YOUR TASK:
Every line with the string "none" must be copied from the entries below.

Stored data
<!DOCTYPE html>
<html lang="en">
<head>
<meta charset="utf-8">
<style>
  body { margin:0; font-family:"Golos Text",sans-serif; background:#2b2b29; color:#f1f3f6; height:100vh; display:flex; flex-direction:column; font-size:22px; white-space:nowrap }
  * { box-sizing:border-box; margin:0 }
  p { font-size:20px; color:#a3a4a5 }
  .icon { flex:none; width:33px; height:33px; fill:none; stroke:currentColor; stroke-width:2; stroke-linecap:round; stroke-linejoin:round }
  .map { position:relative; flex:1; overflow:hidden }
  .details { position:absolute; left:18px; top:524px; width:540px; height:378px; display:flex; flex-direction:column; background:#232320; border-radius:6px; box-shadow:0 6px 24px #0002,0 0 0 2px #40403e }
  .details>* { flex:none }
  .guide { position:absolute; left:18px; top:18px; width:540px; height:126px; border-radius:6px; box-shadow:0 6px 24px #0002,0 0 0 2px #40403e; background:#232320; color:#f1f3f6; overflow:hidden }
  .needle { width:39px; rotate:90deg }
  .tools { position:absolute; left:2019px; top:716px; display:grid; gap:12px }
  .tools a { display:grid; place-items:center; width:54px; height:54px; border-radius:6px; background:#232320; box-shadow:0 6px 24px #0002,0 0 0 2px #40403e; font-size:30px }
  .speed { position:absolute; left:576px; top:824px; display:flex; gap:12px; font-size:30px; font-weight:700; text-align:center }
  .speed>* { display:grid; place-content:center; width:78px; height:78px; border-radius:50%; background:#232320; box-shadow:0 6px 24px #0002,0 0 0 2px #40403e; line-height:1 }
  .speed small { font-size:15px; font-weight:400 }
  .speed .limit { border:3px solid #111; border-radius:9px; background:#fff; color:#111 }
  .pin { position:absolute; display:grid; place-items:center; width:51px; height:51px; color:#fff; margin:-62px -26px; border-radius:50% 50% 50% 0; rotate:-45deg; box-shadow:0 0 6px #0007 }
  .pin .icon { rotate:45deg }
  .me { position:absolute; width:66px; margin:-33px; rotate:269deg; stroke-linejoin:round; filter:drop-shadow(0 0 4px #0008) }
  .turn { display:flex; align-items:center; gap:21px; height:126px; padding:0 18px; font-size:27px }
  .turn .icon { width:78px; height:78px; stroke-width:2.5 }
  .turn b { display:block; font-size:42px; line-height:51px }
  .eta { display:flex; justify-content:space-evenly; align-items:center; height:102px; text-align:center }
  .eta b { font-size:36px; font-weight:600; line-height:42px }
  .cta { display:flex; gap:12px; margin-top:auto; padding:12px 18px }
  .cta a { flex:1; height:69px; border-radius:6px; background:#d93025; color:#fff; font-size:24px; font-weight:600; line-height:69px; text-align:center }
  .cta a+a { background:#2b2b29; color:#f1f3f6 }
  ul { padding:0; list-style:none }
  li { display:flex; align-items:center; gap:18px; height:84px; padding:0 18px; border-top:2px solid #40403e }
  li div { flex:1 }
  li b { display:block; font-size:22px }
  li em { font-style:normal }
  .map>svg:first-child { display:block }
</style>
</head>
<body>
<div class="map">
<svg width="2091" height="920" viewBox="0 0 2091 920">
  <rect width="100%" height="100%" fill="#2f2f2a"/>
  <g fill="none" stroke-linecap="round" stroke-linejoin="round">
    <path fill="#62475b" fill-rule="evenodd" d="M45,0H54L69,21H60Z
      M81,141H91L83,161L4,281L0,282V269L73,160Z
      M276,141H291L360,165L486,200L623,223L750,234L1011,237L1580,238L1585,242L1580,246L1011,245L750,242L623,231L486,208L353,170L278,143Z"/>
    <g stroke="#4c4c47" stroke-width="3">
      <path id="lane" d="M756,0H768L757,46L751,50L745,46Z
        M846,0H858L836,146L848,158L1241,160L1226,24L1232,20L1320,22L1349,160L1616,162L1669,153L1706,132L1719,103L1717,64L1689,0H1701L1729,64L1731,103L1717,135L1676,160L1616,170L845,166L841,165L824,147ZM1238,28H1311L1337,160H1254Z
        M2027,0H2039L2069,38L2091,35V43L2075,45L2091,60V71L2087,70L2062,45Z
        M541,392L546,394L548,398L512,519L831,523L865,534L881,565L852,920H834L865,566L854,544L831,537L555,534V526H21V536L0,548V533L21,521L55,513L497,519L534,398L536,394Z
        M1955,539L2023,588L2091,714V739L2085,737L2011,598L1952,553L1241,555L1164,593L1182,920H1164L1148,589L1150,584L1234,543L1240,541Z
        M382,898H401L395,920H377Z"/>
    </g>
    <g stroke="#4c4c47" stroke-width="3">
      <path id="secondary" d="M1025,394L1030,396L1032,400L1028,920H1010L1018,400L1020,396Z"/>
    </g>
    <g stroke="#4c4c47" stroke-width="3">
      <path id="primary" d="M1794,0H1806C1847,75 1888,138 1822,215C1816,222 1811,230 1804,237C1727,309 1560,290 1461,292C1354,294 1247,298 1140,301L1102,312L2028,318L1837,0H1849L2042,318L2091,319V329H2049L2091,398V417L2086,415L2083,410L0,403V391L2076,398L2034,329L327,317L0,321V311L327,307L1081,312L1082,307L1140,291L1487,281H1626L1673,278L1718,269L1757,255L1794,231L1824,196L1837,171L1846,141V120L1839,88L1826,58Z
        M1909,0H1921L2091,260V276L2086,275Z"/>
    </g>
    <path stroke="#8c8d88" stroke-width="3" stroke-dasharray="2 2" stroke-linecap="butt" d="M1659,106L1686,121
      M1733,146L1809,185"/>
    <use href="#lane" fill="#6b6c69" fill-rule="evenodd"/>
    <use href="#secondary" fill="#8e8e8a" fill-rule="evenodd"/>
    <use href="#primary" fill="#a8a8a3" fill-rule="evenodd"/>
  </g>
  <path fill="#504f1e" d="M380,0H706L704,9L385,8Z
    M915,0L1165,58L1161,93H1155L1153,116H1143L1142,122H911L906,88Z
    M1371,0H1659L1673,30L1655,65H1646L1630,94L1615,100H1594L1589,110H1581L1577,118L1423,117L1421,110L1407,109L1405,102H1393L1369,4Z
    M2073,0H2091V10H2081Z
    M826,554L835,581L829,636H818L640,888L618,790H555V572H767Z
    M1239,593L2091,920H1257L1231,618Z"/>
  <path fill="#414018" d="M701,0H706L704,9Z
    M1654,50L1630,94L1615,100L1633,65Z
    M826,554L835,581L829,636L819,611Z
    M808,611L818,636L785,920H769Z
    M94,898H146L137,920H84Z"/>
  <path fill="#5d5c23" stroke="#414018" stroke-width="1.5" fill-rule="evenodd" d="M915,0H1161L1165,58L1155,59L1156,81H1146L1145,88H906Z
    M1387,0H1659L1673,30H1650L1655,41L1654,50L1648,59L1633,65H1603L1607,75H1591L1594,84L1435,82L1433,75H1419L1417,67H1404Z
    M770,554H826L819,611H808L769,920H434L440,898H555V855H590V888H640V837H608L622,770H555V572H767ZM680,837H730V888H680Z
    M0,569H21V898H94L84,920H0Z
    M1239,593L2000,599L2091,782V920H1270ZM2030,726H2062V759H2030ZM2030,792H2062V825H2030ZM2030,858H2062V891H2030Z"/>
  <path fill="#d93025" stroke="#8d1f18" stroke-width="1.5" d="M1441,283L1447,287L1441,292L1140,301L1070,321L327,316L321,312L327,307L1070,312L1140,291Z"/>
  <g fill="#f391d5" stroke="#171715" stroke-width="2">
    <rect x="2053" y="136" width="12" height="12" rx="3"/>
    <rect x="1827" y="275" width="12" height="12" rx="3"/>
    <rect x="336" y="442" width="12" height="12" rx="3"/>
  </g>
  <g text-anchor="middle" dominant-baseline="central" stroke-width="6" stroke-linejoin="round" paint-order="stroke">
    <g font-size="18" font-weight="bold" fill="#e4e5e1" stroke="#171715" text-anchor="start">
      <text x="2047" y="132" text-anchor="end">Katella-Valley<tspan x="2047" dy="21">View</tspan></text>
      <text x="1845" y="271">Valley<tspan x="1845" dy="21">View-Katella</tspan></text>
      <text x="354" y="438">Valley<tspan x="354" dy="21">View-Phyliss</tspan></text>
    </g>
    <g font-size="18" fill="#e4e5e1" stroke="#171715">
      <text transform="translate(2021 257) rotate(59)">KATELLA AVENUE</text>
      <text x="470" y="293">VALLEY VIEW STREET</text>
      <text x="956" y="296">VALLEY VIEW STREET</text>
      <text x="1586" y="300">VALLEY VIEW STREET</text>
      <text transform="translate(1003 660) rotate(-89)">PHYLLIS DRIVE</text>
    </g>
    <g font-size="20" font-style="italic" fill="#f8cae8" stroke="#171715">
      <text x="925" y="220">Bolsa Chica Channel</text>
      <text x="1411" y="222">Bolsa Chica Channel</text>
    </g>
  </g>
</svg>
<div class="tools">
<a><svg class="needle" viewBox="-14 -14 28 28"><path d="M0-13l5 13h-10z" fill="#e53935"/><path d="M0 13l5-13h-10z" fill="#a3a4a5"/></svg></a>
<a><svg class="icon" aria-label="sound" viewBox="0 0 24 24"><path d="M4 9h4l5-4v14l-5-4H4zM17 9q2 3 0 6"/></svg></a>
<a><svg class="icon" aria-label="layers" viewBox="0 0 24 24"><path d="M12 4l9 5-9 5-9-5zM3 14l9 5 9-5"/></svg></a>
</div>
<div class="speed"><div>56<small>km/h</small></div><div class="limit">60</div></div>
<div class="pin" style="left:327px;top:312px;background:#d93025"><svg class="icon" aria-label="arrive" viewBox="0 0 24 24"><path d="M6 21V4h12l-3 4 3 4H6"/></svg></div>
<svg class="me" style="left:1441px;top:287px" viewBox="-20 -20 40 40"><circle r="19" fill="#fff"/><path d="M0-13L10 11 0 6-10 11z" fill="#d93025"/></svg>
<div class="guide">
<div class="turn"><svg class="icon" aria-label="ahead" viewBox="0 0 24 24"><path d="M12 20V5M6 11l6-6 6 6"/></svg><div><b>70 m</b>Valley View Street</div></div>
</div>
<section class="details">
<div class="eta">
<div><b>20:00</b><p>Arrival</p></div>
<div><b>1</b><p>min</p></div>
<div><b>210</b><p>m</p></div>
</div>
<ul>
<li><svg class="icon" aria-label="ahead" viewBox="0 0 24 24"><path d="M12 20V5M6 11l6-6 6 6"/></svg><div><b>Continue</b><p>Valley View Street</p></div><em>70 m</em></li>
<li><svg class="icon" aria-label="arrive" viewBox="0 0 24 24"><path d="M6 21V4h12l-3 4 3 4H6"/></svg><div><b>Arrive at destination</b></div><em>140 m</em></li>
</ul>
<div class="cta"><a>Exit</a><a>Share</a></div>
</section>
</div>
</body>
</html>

EXPECTED ANSWER:
  .icon { flex:none; width:33px; height:33px; fill:none; stroke:currentColor; stroke-width:2; stroke-linecap:round; stroke-linejoin:round }
  .details>* { flex:none }
  ul { padding:0; list-style:none }
  <g fill="none" stroke-linecap="round" stroke-linejoin="round">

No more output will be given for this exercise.